When we speak of how strongly "typed" a language is, we are talking about how strict the language is with its storage classes.
This kind of language will insist that you specify what kind of data it is storing: i.e. character, integer, float, string, reference, etc. Furthermore, a variable declared to be a certain data type can only hold data of that type, you can't mix-and-match. C++, Ada, and Java are all examples of strongly-typed languages.

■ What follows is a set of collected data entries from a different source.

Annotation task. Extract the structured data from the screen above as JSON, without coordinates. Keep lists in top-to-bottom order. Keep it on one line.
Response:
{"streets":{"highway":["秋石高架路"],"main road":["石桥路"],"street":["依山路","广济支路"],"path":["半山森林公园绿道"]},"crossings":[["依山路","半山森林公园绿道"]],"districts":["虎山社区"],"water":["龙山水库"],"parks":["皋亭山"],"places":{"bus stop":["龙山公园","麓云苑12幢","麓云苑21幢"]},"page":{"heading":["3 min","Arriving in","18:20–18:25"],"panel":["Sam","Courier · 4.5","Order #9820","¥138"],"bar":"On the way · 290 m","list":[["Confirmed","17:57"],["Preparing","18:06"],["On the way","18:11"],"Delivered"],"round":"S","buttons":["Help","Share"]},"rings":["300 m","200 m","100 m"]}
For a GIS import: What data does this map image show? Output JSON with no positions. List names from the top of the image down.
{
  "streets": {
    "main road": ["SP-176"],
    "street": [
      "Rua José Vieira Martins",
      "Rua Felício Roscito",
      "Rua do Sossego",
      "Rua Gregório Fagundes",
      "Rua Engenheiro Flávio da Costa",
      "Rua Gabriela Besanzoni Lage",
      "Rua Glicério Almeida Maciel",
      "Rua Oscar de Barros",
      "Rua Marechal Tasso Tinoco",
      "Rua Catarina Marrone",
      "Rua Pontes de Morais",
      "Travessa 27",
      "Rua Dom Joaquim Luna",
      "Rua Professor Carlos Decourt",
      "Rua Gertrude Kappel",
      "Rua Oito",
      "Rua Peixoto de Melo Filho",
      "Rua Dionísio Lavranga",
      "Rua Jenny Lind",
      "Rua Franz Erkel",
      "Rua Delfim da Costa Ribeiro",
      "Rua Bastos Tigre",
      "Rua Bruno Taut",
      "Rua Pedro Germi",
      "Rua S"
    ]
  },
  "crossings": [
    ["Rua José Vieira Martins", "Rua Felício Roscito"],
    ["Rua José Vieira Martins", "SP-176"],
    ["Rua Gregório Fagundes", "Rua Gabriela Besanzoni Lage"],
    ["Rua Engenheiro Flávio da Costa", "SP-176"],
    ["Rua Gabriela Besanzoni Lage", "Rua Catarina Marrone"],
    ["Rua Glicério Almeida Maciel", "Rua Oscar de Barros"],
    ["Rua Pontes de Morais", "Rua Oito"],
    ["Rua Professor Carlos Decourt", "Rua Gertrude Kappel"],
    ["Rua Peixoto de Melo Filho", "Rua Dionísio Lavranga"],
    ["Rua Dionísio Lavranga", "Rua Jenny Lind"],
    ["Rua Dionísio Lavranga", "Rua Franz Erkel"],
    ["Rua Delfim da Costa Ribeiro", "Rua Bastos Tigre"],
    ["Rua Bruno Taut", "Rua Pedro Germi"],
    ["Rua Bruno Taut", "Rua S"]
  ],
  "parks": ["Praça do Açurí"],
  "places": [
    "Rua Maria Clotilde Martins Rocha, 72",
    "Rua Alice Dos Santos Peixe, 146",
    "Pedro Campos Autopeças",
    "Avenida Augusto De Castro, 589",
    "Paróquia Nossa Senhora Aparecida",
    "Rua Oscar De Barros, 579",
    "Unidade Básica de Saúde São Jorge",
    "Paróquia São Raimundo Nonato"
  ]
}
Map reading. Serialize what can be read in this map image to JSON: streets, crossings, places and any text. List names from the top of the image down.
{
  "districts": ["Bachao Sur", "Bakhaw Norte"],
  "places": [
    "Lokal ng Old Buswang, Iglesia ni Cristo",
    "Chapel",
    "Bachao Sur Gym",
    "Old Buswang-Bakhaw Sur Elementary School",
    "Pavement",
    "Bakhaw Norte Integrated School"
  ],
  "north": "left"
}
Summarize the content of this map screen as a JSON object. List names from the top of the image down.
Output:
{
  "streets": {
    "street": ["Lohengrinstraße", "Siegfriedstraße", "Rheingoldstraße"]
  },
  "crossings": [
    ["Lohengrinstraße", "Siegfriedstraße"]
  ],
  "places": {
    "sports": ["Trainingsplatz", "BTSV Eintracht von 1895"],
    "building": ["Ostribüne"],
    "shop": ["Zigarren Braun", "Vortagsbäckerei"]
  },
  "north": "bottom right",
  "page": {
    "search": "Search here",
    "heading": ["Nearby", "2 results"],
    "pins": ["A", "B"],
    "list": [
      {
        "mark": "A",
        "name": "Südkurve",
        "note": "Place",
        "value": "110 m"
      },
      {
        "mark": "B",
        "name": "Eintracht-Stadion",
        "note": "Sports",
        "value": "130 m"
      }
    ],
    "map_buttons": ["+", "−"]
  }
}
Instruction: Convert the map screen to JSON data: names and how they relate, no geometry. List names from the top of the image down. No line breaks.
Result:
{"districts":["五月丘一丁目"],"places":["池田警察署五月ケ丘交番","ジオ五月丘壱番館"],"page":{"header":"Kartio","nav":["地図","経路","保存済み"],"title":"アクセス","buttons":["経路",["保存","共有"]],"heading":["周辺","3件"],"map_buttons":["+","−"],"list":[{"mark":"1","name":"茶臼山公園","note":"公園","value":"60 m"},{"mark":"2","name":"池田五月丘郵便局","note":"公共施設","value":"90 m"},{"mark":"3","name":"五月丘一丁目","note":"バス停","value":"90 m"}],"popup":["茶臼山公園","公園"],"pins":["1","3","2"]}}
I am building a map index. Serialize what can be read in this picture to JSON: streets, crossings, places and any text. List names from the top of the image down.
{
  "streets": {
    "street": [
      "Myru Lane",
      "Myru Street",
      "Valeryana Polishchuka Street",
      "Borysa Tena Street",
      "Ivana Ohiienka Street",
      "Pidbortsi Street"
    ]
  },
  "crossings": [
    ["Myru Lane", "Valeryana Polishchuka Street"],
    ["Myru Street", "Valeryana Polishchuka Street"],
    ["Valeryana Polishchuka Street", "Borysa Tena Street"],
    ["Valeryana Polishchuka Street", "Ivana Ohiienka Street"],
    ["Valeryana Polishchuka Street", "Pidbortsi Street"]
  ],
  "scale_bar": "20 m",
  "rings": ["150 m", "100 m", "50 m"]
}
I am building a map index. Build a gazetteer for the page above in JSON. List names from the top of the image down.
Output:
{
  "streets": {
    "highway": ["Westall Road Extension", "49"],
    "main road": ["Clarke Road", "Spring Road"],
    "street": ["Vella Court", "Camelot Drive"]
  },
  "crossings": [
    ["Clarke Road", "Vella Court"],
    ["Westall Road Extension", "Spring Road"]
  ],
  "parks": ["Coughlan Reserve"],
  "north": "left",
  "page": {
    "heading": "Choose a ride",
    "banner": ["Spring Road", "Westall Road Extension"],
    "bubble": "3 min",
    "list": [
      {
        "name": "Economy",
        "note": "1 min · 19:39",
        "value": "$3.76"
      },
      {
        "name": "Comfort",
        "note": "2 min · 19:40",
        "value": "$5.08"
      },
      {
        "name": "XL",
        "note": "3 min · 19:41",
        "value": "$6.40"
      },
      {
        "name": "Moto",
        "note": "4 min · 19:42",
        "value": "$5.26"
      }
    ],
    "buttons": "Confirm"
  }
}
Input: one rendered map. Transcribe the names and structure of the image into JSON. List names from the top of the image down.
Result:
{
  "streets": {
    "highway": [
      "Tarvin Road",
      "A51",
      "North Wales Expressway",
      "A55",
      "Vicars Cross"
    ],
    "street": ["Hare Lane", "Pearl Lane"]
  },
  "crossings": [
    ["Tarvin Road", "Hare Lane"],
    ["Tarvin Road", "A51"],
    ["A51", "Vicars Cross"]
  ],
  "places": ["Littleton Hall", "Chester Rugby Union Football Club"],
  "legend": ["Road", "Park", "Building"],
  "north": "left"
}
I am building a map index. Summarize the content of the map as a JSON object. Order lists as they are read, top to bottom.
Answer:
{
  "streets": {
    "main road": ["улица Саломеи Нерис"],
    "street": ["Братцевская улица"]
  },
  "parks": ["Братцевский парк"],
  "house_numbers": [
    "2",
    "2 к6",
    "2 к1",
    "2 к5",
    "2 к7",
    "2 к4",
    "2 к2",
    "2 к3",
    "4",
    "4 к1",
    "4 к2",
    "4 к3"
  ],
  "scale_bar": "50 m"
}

This kind of language is much more flexible about the data that you store in your variables. BASIC, JavaScript, and Perl are examples of weakly-typed languages. This type of language has to be a lot smarter about how it converts values from one format to another (i.e. deciding whether to concatenate or add based on the type of the variable), and will often feature a different set of functions / operators to perform operations on different data types.
The whole type issue comes to bear when we try to write generic code that can be reused for a variety of different data structures and types. The best examples of such generic code are sorting a list and searching for items in a list.
Example: Let's say we wanted to sort an array of scalars, be they integers, floats, characters, or strings. In a weakly typed language, This wouldn't be a problem, because the same code would probably work. This hunk of JavaScript code shows this idea at work.
In a strongly typed language, you can't make this kind of generic code without some additional language feature that allows you to work around or deal with the constraints of strong typing. The above JavaScript example wouldn't work in a strong typed language because the comparison (and possibly iteration) operations would be illegal.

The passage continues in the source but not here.